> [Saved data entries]
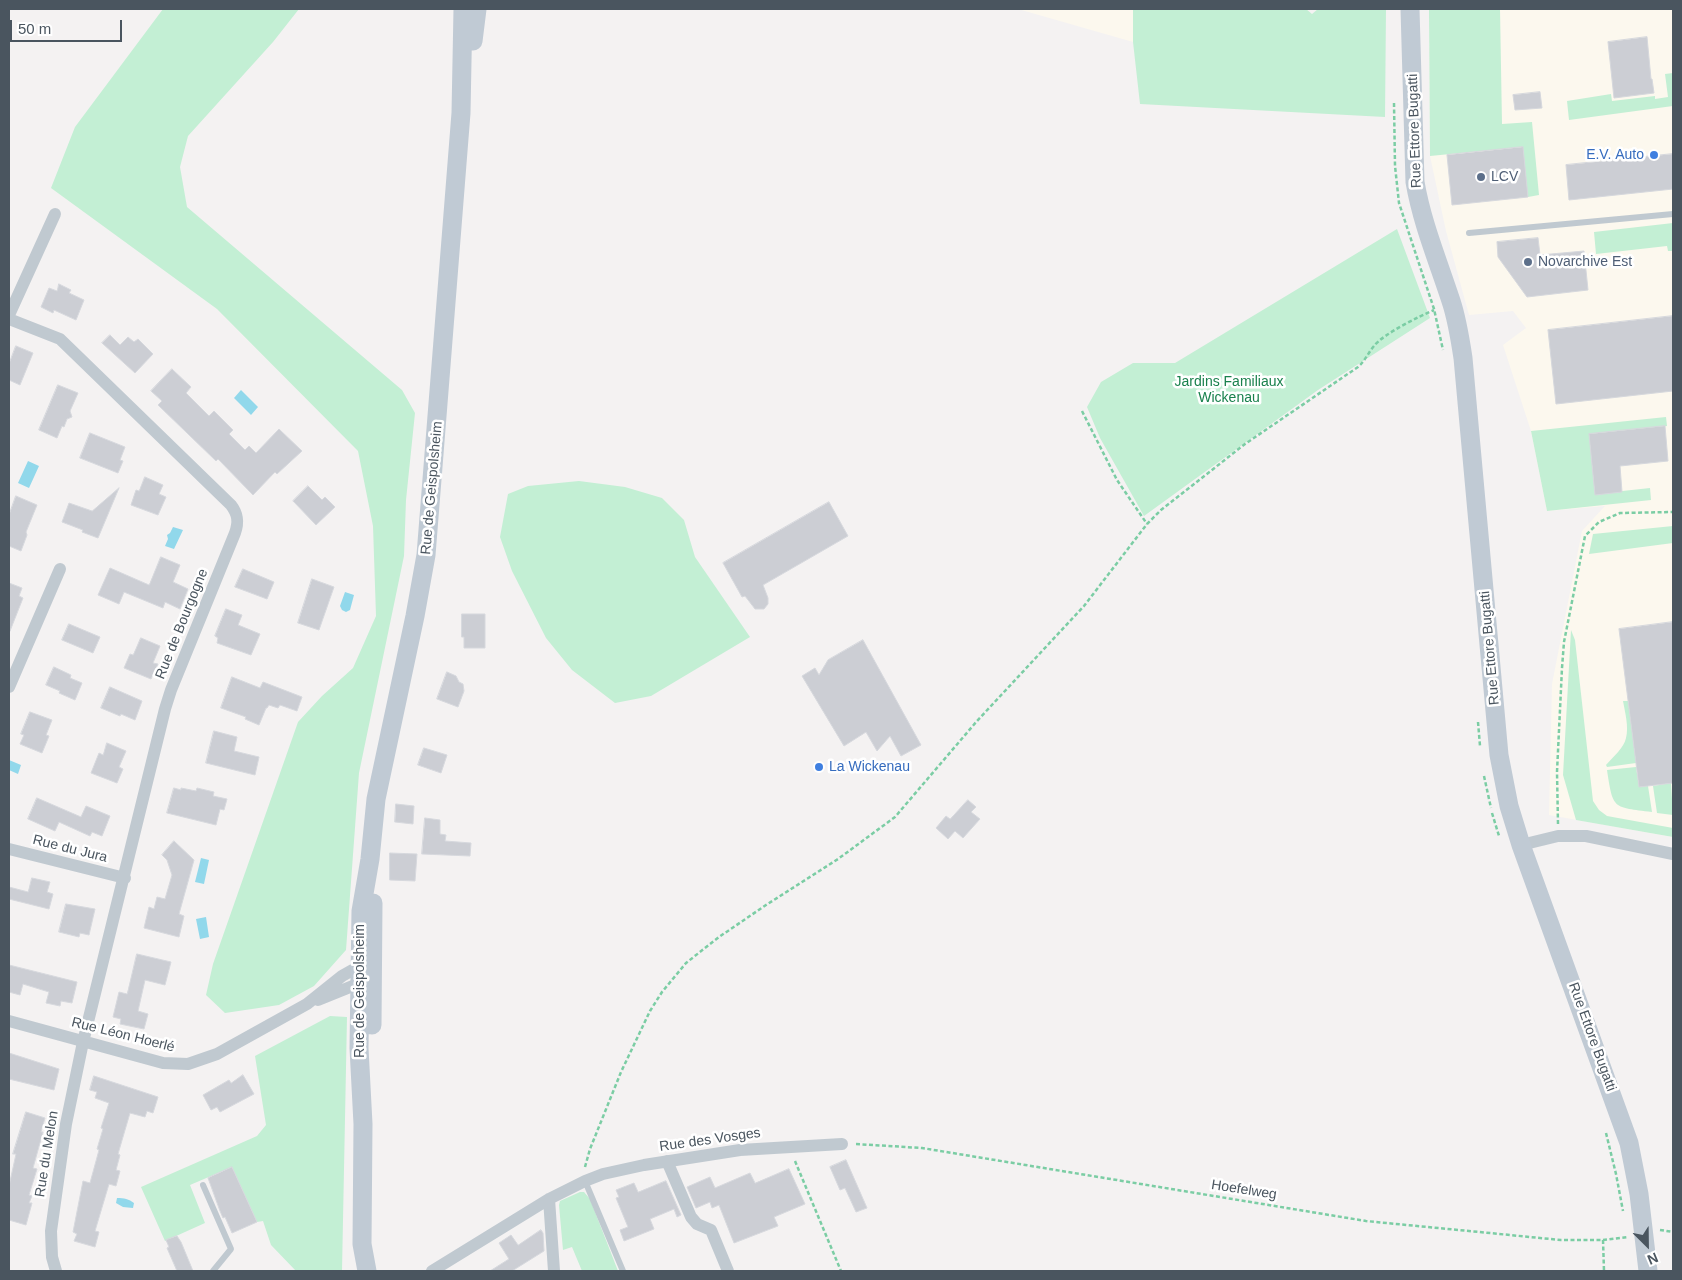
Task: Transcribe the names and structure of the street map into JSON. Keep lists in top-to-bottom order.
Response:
{
  "streets": {
    "main road": ["Rue Ettore Bugatti", "Rue de Geispolsheim"],
    "street": [
      "Rue de Bourgogne",
      "Rue du Jura",
      "Rue Léon Hoerlé",
      "Rue des Vosges",
      "Rue du Melon"
    ],
    "path": ["Hoefelweg"]
  },
  "crossings": [
    ["Rue Ettore Bugatti", "Hoefelweg"],
    ["Rue de Geispolsheim", "Rue Léon Hoerlé"],
    ["Rue de Bourgogne", "Rue du Jura"],
    ["Rue de Bourgogne", "Rue Léon Hoerlé"],
    ["Rue de Bourgogne", "Rue du Melon"],
    ["Rue Léon Hoerlé", "Rue du Melon"],
    ["Rue des Vosges", "Hoefelweg"]
  ],
  "parks": ["Jardins Familiaux Wickenau"],
  "places": [
    "E.V. Auto",
    "LCV",
    "Novarchive Est",
    "La Wickenau"
  ],
  "scale_bar": "50 m",
  "north": "bottom right"
}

> [Directions for this task]
Please give the entries again word for word, without any pictures.

> [Answer section]
Task: Transcribe the names and structure of the street map into JSON. Keep lists in top-to-bottom order.
Response:
{
  "streets": {
    "main road": ["Rue Ettore Bugatti", "Rue de Geispolsheim"],
    "street": [
      "Rue de Bourgogne",
      "Rue du Jura",
      "Rue Léon Hoerlé",
      "Rue des Vosges",
      "Rue du Melon"
    ],
    "path": ["Hoefelweg"]
  },
  "crossings": [
    ["Rue Ettore Bugatti", "Hoefelweg"],
    ["Rue de Geispolsheim", "Rue Léon Hoerlé"],
    ["Rue de Bourgogne", "Rue du Jura"],
    ["Rue de Bourgogne", "Rue Léon Hoerlé"],
    ["Rue de Bourgogne", "Rue du Melon"],
    ["Rue Léon Hoerlé", "Rue du Melon"],
    ["Rue des Vosges", "Hoefelweg"]
  ],
  "parks": ["Jardins Familiaux Wickenau"],
  "places": [
    "E.V. Auto",
    "LCV",
    "Novarchive Est",
    "La Wickenau"
  ],
  "scale_bar": "50 m",
  "north": "bottom right"
}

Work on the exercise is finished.